Log Collection Directory Structure

This section describes the structure of the directory to be cleaned. You can collect logs and store them in the corresponding structure.

  • The size of the log file in the Ascend-fd parse input directory affects the efficiency of running the cleaning command. The total file size must be less than 5 GB, and the total number of files cannot exceed 1,000,000.
  • The size of a CANN application log file must be less than 20 MB.
  • The size of an NPU status monitoring metric file, monitoring metric file of NPU network port statistics, and host resource information file must be less than 512 MB.
  • The size of a user training or inference log is not limited. By default, only the last log file of 1 MB is read.
  • Host OS logs include messages, dmesg, vmcore_dmesg.txt, and sysmonitor.log. The maximum size of a single file to be dumped must be less than 512MB. The latest dmesg log with the maximum 100,000 line is extracted.
  • The locations of process_log, environment_check, device_log, dl_log, mindie, and amct_log are not restricted. They can be stored in any location in the collection directory.
  • If you perform training or inference in a container, save logs, such as user training or inference logs and CANN App logs, to the host in a timely manner.
  • Collect the NPU environment check files before and after training or inference, monitoring metric files of NPU network port statistics, NPU status monitoring metric files, host resource information, host OS logs, device logs, MindCluster component logs, MindIE component logs, and AMCT logs on the host.
  • After volcano-scheduler and volcano-controller trigger dumping, the dumped logs compressed in gzip format will not be read. Ensure that related logs are stored in volcano-scheduler.log and volcano-controller.log that are not dumped.
  • You can collect console logs of all pods on the master node of the Kubernetes cluster and store all MindIE pod console logs in a specified directory on a node.
  • An aging mechanism is introduced to MindIE pod console logs. If the collected MindIE pod console logs do not contain instance node information, multi-instance fault diagnosis will not be supported.
  • You can summarize all logs to the same collection directory for cleaning.

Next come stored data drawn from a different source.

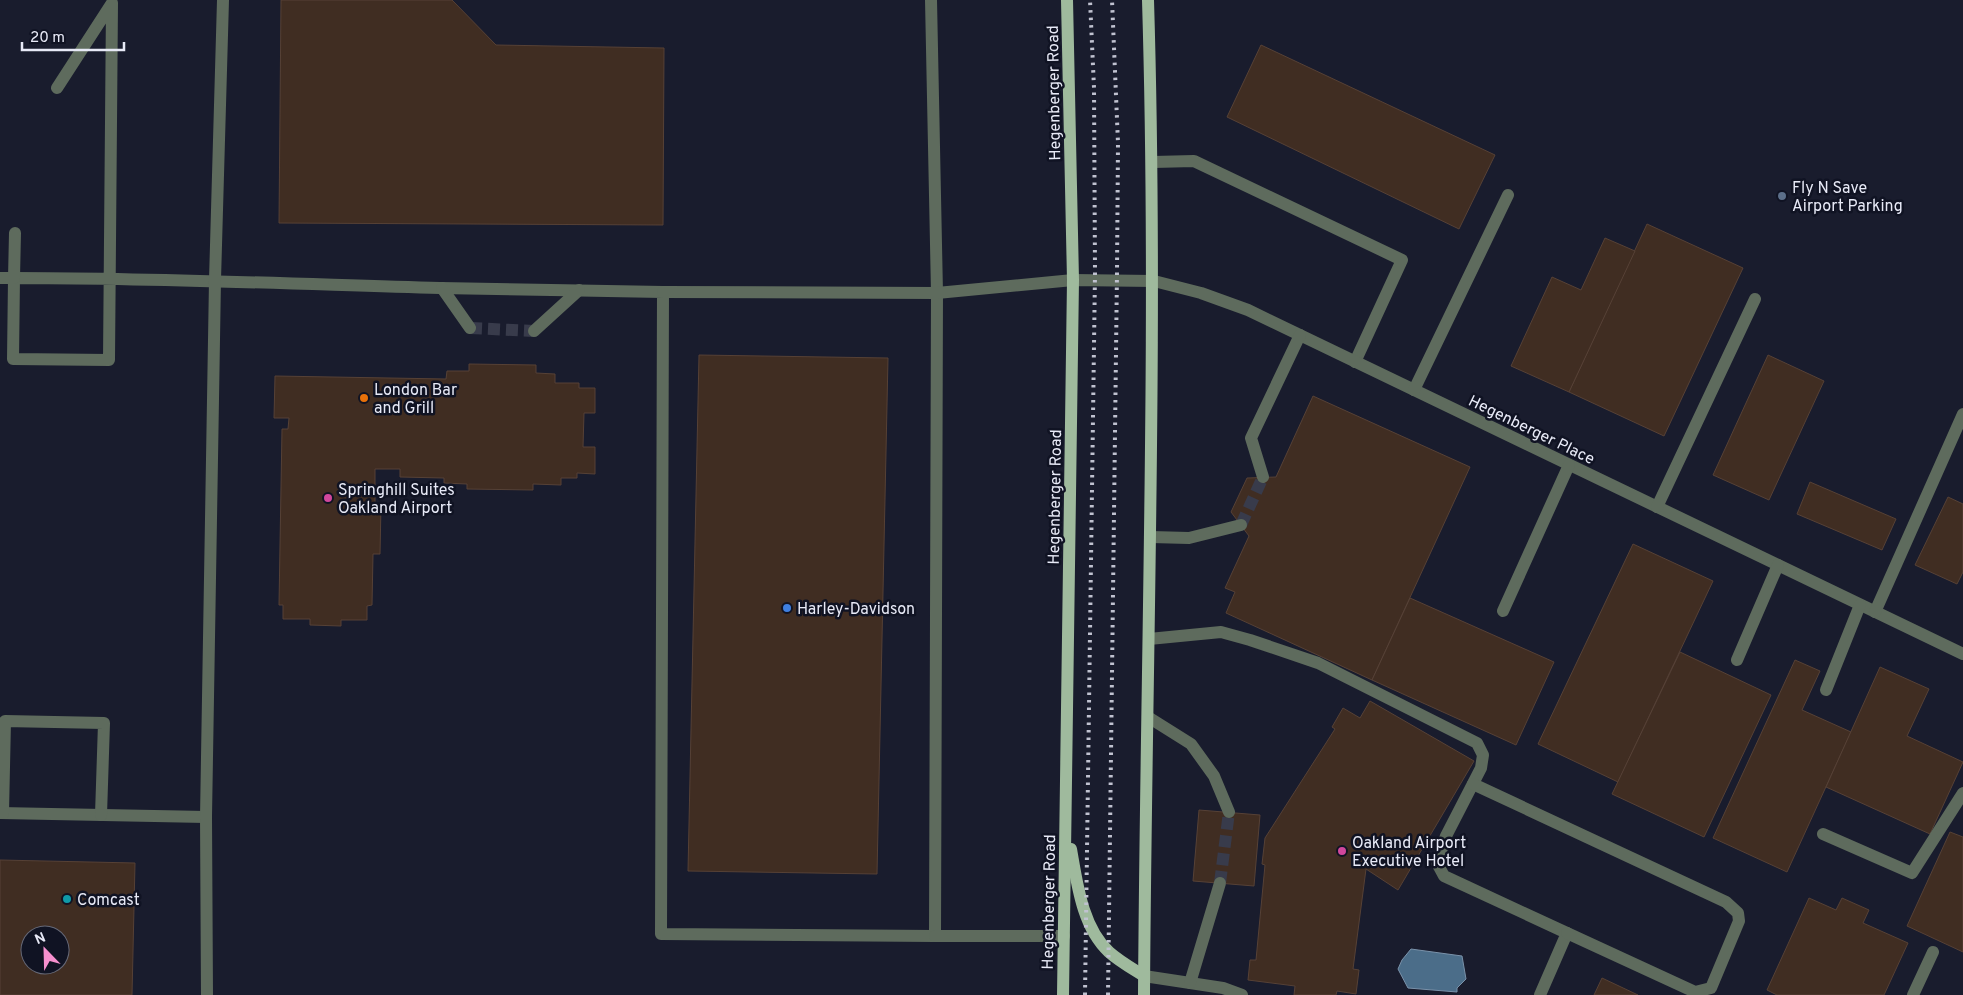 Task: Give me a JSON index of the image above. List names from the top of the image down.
{
  "streets": {
    "main road": ["Hegenberger Road"],
    "street": ["Hegenberger Place"]
  },
  "crossings": [
    ["Hegenberger Road", "Hegenberger Place"]
  ],
  "places": [
    "Fly N Save Airport Parking",
    "London Bar and Grill",
    "Springhill Suites Oakland Airport",
    "Harley-Davidson",
    "Oakland Airport Executive Hotel",
    "Comcast"
  ],
  "scale_bar": "20 m",
  "north": "top left"
}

The following is an example of the directory structure of the files to be cleaned:
    • Host log directory structure
      Collection_directory
      |-- messages              # Host OS logs
      |-- dmesg                # Host kernel message logs
      |-- crash
          |-- Directory combining the host name and fault occurrence time (eg:127.xx.xx.1-2024-09-23-11:25:29)
              |-- vmcore_dmesg.txt     # Host kernel message log file saved when the system breaks down
      |-- sysmonitor.log       # System monitoring log file
      |-- rank-0.txt           # Training and inference console log file
      |-- dmidecode.txt        # dmidecode output log file
      ...
      |-- rank-7.txt           # Training and inference console log file
      |-- process_log          # Original App logs of CANN in the process_log directory
      |-- device_log           # Device logs, which must be stored in the device_log directory.
      |-- dl_log               #  MindCluster component file, whose name must be dl_log.
          |-- devicePlugin       # Ascend Device Plugin logs
          |-- noded              # NodeD logs
          |-- ascend-docker-runtime        # Ascend Docker Runtime logs
          |-- volcano-scheduler            # volcano-scheduler logs
          |-- volcano-controller           # volcano-controller logs
          |-- npu-exporter                 # NPU Exporter logs
      |-- mindie               # MindIE component logs
          |-- log
              |-- debug        # Run logs of MindIE components
              |-- security     # Audit logs of MindIE components
              |-- mindie_cluster_log    # MindIE pod console logs
      |-- amct_log             # AMCT logs
      |-- environment_check # Information about the NPU network port, status, and resource
          |-- npu_smi_0_details.csv   # NPU status monitoring metric file
           ...
          |-- npu_smi_7_details.csv   # NPU status monitoring metric file
          |-- npu_0_details.csv       # NPU network port monitoring metric file
           ...    
          |-- npu_7_details.csv       # NPU network port monitoring metric file
          |-- npu_info_before/after.txt  # NPU environment check file before or after training or inference
          |-- host_metrics_{core_num}.json # Monitoring metric file of host resources
    • BMC log directory structure
      Collection_directory/dump_info/AppDump/*/*.log
      Collection_directory/dump_info/DeviceDump/*/*.log
      Collection_directory/dump_info/LogDump/*/*.log
      Collection_directory/dump_info/AppDump/frudata/fruinfo.txt # BMC extension board SNs
      Collection_directory/dump_info/AppDump/chassis/mdb_info.log # SuperPoD information for BMC devices
    • LCNE log directory structure
      Collection_directory/*/diagnostic_information/slot_1/tempdir/devm_bddrvadp.log # LCNE extension board SNs
      Collection_directory/*/diag_display_info.txt # SuperPoD information for LCNE devices
      Collection_directory/*/log.log
      Collection_directory/*/log_1_*.log

      Table 1 describes the log files stored in each directory.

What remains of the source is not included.